- Born: 16 September 1890 Holoshyntsi (now Ternopil Raion, Ternopil Oblast, Ukraine)
- Died: 13 February 1969 (aged 78) New York City
- Education: Kraków Academy of Fine Arts, Jagiellonian University
- Occupations: Painter-monumentalist, iconographer, graphic artist

= Mykhailo Osinchuk =

Ukrainian painter-monumentalist, iconographer, graphic artist (1890–1969)

Mykhailo Osinchuk (Михайло Іванович Осінчук; 16 September 1890 – 13 February 1969) was a Ukrainian painter-monumentalist, iconographer, graphic artist. Professor, member of the Shevchenko Scientific Society, Ukrainian art organizations. Brother of the public figure and doctor Roman Osinchuk.

==Biography==
He was born on 16 September 1890 in the village of Holoshyntsi (now Ternopil Raion, Ternopil Oblast, Ukraine).
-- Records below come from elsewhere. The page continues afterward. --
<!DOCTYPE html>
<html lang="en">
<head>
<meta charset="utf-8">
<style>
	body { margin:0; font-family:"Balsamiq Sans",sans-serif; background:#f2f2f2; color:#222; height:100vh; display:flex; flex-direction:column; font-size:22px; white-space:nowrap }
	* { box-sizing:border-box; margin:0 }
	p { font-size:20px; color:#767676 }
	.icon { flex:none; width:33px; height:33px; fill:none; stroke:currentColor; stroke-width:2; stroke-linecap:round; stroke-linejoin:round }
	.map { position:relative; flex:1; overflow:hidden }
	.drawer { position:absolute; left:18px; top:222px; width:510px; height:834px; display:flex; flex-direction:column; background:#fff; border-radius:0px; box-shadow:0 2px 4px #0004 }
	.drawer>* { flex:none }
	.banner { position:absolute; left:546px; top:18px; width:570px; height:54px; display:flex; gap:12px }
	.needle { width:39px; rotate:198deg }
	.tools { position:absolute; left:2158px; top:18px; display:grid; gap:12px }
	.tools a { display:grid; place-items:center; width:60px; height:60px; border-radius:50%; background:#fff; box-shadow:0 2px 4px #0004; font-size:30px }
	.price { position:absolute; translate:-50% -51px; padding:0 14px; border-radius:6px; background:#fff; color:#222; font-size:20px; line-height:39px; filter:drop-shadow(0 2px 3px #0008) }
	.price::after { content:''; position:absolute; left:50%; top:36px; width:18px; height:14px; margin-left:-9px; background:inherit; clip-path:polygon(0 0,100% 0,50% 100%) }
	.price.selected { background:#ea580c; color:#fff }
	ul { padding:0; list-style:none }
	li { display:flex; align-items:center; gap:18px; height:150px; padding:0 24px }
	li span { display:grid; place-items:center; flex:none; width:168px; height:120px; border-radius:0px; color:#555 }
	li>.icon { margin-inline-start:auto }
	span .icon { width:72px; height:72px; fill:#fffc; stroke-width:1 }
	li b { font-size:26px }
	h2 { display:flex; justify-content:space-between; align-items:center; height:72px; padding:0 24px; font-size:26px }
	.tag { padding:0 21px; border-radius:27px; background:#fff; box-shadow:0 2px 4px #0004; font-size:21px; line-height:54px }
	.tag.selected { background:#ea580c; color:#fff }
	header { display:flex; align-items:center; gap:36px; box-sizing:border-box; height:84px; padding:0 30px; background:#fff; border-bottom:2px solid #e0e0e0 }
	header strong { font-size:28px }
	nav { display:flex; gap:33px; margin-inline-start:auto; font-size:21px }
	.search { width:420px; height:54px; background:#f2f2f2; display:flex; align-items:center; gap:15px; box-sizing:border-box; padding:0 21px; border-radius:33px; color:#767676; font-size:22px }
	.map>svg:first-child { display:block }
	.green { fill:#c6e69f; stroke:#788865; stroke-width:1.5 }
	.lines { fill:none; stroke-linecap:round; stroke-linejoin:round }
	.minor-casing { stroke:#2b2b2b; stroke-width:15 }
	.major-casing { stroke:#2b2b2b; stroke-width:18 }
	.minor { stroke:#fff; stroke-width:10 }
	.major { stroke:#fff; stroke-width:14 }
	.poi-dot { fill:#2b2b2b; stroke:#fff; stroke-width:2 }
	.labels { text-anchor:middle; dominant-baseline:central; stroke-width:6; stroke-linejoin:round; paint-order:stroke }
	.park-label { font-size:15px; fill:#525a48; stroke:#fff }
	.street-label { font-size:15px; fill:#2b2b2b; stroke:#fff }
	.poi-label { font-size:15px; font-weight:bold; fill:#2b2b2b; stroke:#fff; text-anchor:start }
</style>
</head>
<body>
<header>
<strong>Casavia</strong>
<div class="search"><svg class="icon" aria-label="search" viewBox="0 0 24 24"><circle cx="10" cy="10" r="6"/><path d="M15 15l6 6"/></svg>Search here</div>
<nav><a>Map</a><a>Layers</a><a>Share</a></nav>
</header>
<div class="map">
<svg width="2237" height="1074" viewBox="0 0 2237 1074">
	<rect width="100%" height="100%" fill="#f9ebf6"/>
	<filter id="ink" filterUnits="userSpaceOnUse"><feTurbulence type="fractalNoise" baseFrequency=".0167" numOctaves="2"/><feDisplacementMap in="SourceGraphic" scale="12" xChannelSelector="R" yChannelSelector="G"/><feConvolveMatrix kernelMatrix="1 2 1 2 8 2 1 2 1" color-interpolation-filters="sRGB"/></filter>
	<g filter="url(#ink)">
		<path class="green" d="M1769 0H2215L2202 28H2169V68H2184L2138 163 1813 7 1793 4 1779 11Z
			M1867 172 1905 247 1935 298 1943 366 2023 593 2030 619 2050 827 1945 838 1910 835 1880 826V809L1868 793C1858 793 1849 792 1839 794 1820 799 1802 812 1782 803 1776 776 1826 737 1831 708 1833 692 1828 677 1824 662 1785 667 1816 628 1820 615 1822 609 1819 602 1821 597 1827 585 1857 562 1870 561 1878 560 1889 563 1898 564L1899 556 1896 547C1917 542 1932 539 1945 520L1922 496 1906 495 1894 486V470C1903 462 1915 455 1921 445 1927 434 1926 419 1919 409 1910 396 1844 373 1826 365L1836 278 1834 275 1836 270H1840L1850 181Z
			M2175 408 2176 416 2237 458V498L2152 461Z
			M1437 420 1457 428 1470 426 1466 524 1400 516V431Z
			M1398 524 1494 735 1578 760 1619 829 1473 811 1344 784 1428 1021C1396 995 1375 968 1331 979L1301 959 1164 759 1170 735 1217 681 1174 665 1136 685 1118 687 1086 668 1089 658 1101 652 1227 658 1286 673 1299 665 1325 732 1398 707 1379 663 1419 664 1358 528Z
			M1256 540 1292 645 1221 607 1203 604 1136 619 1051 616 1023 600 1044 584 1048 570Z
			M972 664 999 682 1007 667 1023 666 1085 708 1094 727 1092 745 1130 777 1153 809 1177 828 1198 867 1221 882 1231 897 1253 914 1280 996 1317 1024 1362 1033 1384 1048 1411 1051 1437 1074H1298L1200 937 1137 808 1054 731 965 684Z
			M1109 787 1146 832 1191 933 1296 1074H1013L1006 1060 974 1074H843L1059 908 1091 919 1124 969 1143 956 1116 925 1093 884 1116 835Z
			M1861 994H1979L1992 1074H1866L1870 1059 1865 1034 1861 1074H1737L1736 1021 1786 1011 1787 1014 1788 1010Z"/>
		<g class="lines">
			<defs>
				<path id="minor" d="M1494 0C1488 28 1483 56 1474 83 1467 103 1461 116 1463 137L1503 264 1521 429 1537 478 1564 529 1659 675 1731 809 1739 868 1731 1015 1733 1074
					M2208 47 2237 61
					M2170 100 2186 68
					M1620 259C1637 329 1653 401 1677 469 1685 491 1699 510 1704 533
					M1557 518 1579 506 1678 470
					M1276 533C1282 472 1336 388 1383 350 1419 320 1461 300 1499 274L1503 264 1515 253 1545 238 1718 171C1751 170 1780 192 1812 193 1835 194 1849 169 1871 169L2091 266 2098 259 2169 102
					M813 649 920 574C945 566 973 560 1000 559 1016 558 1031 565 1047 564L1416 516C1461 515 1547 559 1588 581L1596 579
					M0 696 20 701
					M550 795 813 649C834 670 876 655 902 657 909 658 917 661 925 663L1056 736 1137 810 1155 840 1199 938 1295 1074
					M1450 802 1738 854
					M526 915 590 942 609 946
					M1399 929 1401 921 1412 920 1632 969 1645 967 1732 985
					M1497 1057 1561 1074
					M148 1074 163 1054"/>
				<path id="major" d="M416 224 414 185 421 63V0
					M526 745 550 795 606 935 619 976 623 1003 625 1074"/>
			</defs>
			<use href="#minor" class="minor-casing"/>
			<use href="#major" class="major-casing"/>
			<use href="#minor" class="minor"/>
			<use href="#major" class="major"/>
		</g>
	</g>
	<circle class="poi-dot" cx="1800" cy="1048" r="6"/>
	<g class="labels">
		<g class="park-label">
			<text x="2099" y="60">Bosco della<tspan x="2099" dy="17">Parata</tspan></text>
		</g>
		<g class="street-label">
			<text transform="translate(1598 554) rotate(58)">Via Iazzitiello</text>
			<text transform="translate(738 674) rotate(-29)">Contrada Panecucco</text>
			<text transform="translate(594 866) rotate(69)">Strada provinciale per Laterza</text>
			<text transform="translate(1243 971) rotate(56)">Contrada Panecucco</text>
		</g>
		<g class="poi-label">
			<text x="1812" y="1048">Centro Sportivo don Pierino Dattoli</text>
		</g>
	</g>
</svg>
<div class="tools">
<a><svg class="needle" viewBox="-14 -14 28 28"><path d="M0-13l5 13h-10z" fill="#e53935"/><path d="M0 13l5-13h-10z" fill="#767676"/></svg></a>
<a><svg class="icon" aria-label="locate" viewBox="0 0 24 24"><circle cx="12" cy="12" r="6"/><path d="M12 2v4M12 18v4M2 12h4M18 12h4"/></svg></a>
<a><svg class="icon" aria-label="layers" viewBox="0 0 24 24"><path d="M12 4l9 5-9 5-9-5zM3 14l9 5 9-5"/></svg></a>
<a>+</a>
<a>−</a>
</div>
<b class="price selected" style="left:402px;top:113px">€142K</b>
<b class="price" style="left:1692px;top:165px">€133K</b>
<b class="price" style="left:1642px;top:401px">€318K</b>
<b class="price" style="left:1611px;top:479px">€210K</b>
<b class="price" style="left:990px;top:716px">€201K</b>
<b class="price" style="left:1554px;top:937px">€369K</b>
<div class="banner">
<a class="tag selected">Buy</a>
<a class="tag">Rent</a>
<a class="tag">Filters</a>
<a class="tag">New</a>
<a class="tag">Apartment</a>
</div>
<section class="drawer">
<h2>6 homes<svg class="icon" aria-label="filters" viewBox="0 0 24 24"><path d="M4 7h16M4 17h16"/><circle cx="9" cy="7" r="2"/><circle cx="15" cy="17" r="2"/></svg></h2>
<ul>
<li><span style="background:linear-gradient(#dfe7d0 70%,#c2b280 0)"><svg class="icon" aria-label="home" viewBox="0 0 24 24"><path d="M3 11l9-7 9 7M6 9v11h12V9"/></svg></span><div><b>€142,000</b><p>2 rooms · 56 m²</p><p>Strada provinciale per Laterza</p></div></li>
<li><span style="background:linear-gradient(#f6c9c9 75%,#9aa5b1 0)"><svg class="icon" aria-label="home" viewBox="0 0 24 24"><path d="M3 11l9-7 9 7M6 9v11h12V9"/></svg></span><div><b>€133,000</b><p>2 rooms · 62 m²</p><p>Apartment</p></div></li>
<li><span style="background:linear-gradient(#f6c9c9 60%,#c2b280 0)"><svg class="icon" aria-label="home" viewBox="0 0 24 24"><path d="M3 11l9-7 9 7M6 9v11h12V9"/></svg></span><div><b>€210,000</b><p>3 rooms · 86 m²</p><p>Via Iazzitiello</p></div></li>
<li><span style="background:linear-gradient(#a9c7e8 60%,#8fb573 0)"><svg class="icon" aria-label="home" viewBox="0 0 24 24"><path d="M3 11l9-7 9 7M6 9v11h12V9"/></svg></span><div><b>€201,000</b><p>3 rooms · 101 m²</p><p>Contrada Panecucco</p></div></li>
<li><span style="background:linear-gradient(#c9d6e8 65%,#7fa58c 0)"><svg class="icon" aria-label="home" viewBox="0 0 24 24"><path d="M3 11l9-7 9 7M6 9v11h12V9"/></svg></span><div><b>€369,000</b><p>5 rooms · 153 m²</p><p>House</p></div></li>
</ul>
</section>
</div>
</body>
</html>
In 1910 he graduated from the Ternopil Ukrainian Gymnasium. In 1910–1914, he studied at the Kraków Academy of Fine Arts under Y. Pantakevych. He participated in student exhibitions, where he received medals and prizes. Simultaneously with his studies at the Academy, he deepened his knowledge at the Faculty of Philosophy of the Jagiellonian University.

With the outbreak of the World War I, he was forced to interrupt his studies. In 1917–1918 he continued his studies at the university. From November 1918, he served as a cartographer at the Secretariat of Internal Affairs of the ZUNR in Stanyslaviv (now Ivano-Frankivsk), and was in the ranks of the Ukrainian Galician Army (lieutenant) and the Ukrainian People's Army. In August 1920 he returned home and taught at Ukrainian gymnasiums in Drohobych and Rohatyn.

In 1922, he moved to Lviv and became actively involved in artistic life. In his work, he sought to continue the millennial tradition of Byzantine icons in Ukraine, which was interrupted by nineteenth-century realists. At the same time, he tried to avoid repeating and copying old models and create new forms of iconography based on traditional Ukrainian folk art. He spent some time in Greece, where he learned the technology of tempera painting, and traveled to Turkey, Italy, and France.

In collaboration with Pavlo Kovzhun, he created church polychromies in the Ukrainian Byzantine style in twelve churches in Galicia (in the villages of: Ozerna, Sokal, Zashkiv, Dolyna, Myklashiv, Nakonechne, Kalush, Stoianiv, Hrymailiv, and others). In these works, the artist managed to create a new, organically fresh Ukrainian decorative art. Mykhailo Osinchuk participated in the interior decoration of St. George's Cathedral in Lviv. He also designed ten iconostases.

He created illustrations for works by Ukrainian writers and bookplates. In particular, the bookplate to Anna Stefanovych book in 1933 won the prize of the Society of Ukrainian Writers and Journalists in Lviv. In 1935, he published two icons for a peasant's house (the Savior and the Mother of God). Together with his associates, Osinchuk co-founded the Association of Independent Ukrainian Artists and its printed organ, the magazine "Mystetstvo". In September 1939, he became a professor at the Lviv Art Institute.

===Emigration===
In 1944, fearing Stalin's terror, he emigrated to Germany. In the postwar years he lived in New York City. Here he participated in the activities of the Ukrainian Artist's Association in USA, which he founded. M. Osinchuk was elected honorary chairman of the association, he constantly participated in art exhibitions, was a member of many juries and the committee for the construction of the Taras Shevchenko Memorial in Washington. While in exile, he created 4 iconographic polychromies in the United States and 2 in Canada. Over time, he moved away from monumental art and devoted himself to easel painting, creating a series of new icons, portraits and historical compositions. In 1964, a solo exhibition was held in Philadelphia. In 1967, a monograph dedicated to his work entitled "Mykhailo Osinchuk – Painter-Artist" was published in New York.

Mykhailo Osinchuk died on 13 February 1969 in New York City, buried at the Ukrainian Orthodox Cemetery in South Bound Brook.

==Bibliography==
- Osinchuk Mykhailo / H. H. Stelmashchuk // Encyclopedia of Modern Ukraine [Online] / Eds. : I. М. Dziuba, A. I. Zhukovsky, M. H. Zhelezniak [et al.] ; National Academy of Sciences of Ukraine, Shevchenko Scientific Society. – Kyiv : The NASU institute of Encyclopedic Research, 2022.
- Михайло Осінчук (1890—1969)
- Михайло Осічнук: Мистець. Маляр. Нью-Йорк, 1967.